# Gun Day Fun Day



## Goldwing (Nov 5, 2014)

I went to my friend Jims range yesterday to do some practicing with my G19 and my SR22. I had been dry fire practicing with my laserlyte practice cartridge until my trigger finger was sore the night before. The practice paid off big time. My groups with the Glock have shrunk considerably. My double taps and rapid fire are a lot tighter than they were. I shot Jims antique High Standard and he stopped me half way through my 10 shot string and said that he couldn't see my hits after my second shot. I told him to be patient and after I emptied the magazine we walked up to see a ragged hole with two "flyers" 1/2" away from the ragged hole.

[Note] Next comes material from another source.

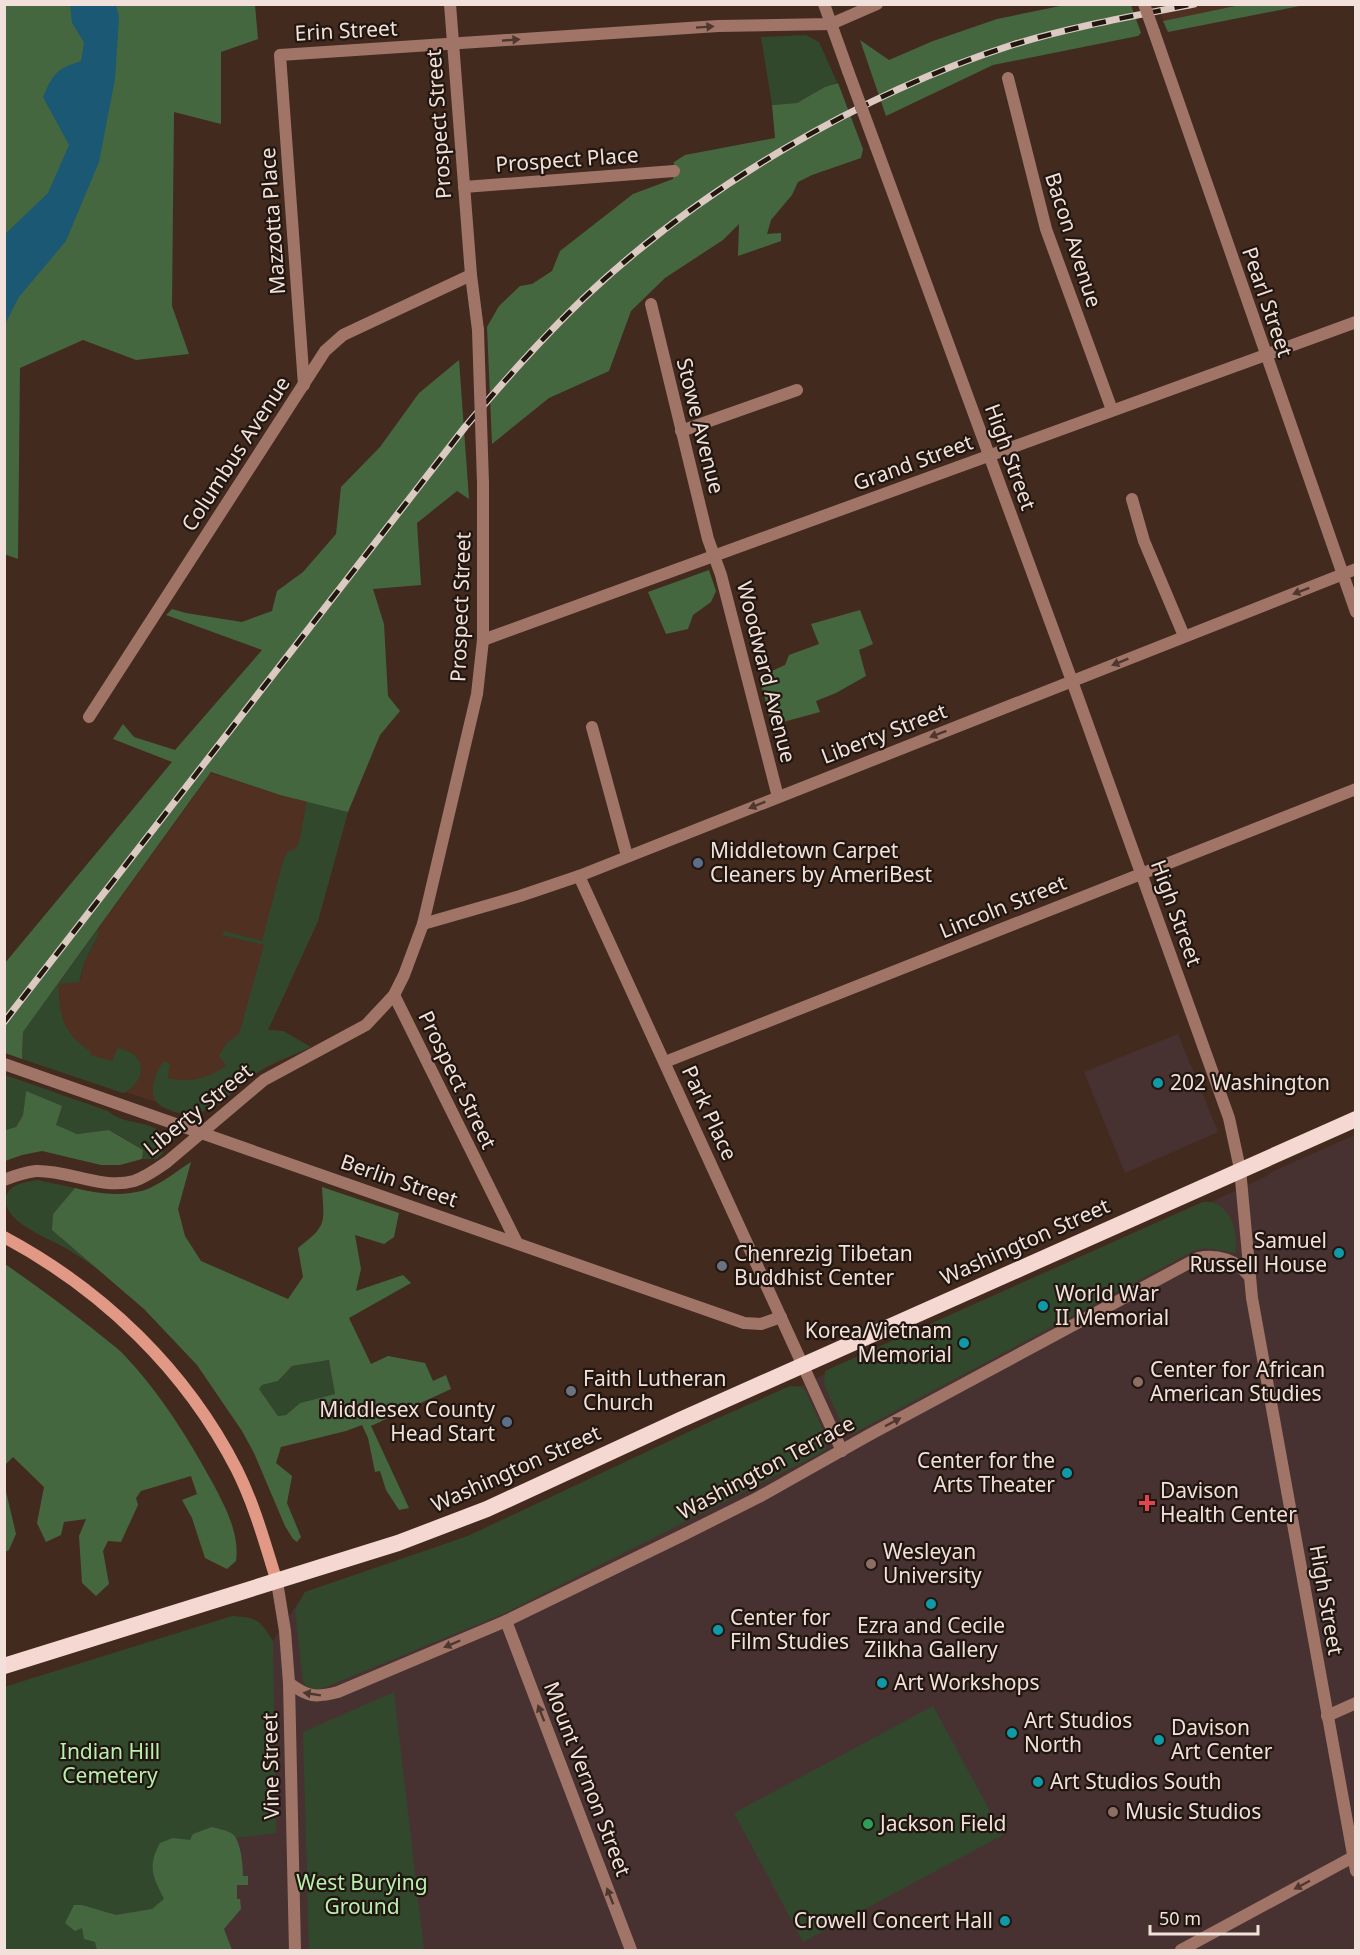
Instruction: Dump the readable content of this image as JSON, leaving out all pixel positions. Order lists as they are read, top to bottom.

My SR22 shoots like I want it to. Press the trigger and it goes bang every time. The nice part is that it places the bullet right where the front sight is aiming. Shooting at 15 yards the groups were just inside of 3". If I were to use a rest I could tighten them up a bit more. I don't want to brag, my skills are just coming back to where they once were.

GW


----------



## SailDesign (Jul 17, 2014)

Off to my range in the morning - only a short stop as my youngest is getting hitched later in the day. Luckily, I'm Father Of The Groom, so my responsibilities are on the low side.


----------



## hillman (Jul 27, 2014)

goldwing said:


> I went to my friend Jims range yesterday to do some practicing with my G19 and my SR22. I had been dry fire practicing with my laserlyte practice cartridge until my trigger finger was sore the night before. The practice paid off big time. My groups with the Glock have shrunk considerably. My double taps and rapid fire are a lot tighter than they were. I shot Jims antique High Standard and he stopped me half way through my 10 shot string and said that he couldn't see my hits after my second shot. I told him to be patient and after I emptied the magazine we walked up to see a ragged hole with two "flyers" 1/2" away from the ragged hole.
> 
> My SR22 shoots like I want it to. Press the trigger and it goes bang every time. The nice part is that it places the bullet right where the front sight is aiming. Shooting at 15 yards the groups were just inside of 3". If I were to use a rest I could tighten them up a bit more. I don't want to brag, my skills are just coming back to where they once were.
> 
> GW


If you can't see a spread, increase the distance. I shoot handguns at 25 yards (with no problem seeing spreads).


----------



## berettatoter (Sep 1, 2011)

goldwing said:


> I went to my friend Jims range yesterday to do some practicing with my G19 and my SR22. I had been dry fire practicing with my laserlyte practice cartridge until my trigger finger was sore the night before. The practice paid off big time. My groups with the Glock have shrunk considerably. My double taps and rapid fire are a lot tighter than they were. I shot Jims antique High Standard and he stopped me half way through my 10 shot string and said that he couldn't see my hits after my second shot. I told him to be patient and after I emptied the magazine we walked up to see a ragged hole with two "flyers" 1/2" away from the ragged hole.
> 
> My SR22 shoots like I want it to. Press the trigger and it goes bang every time. The nice part is that it places the bullet right where the front sight is aiming. Shooting at 15 yards the groups were just inside of 3". If I were to use a rest I could tighten them up a bit more. I don't want to brag, my skills are just coming back to where they once were.
> 
> GW


Do you use snap caps when doing your dry-fire practice? Just curious if I should invest in some...not that I do a lot of dry-fire practice, but I am curious if even doing some with my Glocks, could damage the striker.


----------



## Goldwing (Nov 5, 2014)

berettatoter said:


> Do you use snap caps when doing your dry-fire practice? Just curious if I should invest in some...not that I do a lot of dry-fire practice, but I am curious if even doing some with my Glocks, could damage the striker.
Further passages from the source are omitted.